In this project we analysed the exit surveys from employees of the Department of Education, Training and Employment (DETE) and the Technical and Further Education (TAFE) institute in Queensland, Australia to figure out the the reason for resignation being dissatisfaction of some kind amoung the employees.

We can conclude that employees who have worked longer in the institutes were prone to resign due to some kind of dissatisfaction than those who worked for shorter periods of time.
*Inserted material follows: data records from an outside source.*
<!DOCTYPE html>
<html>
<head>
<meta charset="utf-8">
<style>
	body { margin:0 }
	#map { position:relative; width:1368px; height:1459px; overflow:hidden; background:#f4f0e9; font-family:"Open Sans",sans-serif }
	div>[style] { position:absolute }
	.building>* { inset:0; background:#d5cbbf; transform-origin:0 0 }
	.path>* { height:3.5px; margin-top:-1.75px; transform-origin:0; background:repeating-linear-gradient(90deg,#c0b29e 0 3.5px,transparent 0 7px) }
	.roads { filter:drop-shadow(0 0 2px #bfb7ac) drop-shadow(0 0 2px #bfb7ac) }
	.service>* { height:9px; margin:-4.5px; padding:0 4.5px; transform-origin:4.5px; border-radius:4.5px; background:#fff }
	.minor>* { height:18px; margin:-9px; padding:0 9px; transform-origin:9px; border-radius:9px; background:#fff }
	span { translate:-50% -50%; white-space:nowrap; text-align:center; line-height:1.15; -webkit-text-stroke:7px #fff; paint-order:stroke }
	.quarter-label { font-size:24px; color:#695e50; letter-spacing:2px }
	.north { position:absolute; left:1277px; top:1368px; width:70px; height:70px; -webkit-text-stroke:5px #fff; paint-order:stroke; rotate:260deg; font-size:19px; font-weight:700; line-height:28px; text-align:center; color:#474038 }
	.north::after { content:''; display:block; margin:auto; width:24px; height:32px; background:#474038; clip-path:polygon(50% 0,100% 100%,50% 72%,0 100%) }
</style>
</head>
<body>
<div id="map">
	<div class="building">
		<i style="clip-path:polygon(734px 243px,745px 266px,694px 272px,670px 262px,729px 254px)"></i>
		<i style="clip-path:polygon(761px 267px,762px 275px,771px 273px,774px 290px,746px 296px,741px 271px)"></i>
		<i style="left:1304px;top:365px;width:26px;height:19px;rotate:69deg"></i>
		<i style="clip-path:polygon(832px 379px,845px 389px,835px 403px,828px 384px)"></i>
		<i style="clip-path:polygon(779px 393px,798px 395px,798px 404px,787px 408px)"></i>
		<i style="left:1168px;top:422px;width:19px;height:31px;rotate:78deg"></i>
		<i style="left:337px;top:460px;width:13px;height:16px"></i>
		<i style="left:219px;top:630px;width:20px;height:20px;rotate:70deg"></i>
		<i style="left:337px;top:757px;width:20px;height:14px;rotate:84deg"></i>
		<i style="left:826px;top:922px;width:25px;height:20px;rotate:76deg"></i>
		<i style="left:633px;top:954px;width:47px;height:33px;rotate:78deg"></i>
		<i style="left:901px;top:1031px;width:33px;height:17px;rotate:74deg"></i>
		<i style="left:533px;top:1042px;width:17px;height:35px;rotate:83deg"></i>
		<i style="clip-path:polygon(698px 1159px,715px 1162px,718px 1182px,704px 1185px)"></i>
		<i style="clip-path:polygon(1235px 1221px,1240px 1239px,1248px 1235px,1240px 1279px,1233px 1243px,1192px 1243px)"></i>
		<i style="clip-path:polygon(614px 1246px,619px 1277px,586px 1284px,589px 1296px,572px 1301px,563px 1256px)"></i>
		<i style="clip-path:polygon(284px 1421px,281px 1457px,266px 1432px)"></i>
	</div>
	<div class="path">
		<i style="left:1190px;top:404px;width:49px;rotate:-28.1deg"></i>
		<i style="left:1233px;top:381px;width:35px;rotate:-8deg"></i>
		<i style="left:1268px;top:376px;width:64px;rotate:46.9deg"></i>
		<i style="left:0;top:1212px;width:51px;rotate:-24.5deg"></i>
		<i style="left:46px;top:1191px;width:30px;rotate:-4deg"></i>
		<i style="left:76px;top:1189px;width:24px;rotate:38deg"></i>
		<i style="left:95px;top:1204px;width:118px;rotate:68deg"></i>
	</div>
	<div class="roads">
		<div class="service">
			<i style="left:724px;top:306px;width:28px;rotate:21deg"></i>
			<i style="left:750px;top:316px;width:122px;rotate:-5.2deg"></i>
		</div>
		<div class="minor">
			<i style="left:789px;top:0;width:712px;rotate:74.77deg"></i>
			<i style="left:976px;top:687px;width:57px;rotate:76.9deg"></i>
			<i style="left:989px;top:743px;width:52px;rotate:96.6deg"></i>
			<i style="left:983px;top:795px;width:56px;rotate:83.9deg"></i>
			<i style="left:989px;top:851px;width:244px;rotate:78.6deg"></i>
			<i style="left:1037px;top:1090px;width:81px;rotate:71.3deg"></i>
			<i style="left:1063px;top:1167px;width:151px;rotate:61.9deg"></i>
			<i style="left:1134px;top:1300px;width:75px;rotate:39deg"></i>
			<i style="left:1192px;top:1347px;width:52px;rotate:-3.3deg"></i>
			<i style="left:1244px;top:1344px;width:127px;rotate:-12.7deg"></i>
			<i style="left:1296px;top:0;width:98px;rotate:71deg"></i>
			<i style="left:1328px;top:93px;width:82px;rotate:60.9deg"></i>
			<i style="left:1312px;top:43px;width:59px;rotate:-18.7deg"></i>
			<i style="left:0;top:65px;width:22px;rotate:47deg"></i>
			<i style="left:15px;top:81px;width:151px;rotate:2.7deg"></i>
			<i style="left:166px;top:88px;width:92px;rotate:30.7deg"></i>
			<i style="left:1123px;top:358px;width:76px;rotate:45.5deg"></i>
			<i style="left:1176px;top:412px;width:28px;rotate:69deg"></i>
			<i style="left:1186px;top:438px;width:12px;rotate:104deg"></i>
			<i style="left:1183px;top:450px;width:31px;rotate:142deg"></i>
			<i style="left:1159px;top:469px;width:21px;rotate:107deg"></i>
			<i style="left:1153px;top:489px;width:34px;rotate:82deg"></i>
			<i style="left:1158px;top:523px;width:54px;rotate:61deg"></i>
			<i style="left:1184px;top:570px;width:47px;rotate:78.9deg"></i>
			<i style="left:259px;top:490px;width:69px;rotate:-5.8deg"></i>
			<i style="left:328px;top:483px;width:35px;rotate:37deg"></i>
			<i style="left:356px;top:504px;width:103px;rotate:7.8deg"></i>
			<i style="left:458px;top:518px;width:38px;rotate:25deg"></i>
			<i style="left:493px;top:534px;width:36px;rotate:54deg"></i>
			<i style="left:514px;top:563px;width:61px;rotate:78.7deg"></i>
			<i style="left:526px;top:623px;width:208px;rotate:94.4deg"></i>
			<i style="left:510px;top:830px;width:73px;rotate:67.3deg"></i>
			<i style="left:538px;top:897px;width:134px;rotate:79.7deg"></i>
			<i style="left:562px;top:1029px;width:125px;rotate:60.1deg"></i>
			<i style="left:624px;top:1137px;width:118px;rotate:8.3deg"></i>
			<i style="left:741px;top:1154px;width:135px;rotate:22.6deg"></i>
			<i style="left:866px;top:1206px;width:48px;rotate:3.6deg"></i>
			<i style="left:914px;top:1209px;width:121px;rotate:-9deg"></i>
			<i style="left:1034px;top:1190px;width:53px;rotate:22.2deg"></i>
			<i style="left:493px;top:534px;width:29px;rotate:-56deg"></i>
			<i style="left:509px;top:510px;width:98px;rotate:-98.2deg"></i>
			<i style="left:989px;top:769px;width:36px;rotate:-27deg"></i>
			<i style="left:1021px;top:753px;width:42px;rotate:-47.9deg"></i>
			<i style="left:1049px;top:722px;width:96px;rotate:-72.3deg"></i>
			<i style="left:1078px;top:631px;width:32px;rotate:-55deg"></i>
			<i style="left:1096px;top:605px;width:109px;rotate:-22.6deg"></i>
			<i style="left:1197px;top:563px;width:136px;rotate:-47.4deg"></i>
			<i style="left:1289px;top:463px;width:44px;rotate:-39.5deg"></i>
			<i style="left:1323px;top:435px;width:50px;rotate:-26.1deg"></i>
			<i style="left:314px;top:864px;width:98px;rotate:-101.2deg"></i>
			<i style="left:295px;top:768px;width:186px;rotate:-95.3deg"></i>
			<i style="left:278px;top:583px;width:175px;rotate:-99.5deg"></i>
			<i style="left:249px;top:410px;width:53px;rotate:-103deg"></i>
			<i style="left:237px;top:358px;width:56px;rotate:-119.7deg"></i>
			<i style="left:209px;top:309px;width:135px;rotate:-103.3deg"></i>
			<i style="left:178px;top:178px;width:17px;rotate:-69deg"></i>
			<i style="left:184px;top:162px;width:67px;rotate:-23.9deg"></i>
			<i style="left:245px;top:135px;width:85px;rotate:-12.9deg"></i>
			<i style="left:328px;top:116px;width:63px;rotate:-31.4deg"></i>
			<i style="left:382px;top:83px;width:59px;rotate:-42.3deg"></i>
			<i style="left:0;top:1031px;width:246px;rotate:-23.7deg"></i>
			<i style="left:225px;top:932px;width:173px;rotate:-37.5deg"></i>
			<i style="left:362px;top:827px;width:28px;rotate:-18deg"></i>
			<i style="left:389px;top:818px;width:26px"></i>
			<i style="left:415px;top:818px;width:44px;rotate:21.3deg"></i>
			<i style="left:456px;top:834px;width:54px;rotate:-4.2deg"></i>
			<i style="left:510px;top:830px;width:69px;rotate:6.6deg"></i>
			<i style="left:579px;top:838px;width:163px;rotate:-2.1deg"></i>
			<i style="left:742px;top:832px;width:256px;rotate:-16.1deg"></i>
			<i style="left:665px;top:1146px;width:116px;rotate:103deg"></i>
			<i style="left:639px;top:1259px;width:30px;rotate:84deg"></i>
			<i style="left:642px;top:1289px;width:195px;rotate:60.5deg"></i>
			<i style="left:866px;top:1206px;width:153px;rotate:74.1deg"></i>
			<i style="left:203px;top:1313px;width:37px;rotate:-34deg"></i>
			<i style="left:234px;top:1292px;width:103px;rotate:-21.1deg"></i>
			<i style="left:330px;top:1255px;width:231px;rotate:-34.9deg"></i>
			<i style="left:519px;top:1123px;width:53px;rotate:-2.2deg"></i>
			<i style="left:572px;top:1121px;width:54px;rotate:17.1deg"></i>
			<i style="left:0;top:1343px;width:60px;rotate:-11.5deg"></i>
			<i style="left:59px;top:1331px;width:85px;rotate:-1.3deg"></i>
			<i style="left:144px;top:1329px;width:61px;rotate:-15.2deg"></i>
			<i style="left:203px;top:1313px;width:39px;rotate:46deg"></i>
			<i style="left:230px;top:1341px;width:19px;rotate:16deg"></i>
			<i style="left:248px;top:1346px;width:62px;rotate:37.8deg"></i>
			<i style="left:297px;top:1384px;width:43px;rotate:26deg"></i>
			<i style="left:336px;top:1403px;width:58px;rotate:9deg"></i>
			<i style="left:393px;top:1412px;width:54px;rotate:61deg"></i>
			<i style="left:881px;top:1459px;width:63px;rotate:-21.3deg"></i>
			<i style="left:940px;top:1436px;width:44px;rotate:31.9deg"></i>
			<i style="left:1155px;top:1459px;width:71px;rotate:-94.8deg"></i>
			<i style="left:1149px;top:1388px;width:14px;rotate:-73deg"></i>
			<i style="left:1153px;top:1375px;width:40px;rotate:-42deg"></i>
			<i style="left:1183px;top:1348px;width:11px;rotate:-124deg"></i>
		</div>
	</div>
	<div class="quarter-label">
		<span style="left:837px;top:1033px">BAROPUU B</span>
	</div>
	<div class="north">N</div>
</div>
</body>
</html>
About 30% of the new employees and more than 50% of the established employees resigned due to some dissatisfaction.

It is also notable that employees who were older ie, above the age of 60 and those between 50 and 54 years of age citied more dissatisfacation. And 42% of the younger employees between 25-29 years resigned due to dissatisfaction. Our data also shows employees in the age group 30-34 and 40-44 also have experienced higher rates of dissatisfaction. Therefore, we cannot assert that the age is directly proportional to the dissatisfaction experienced by the employees.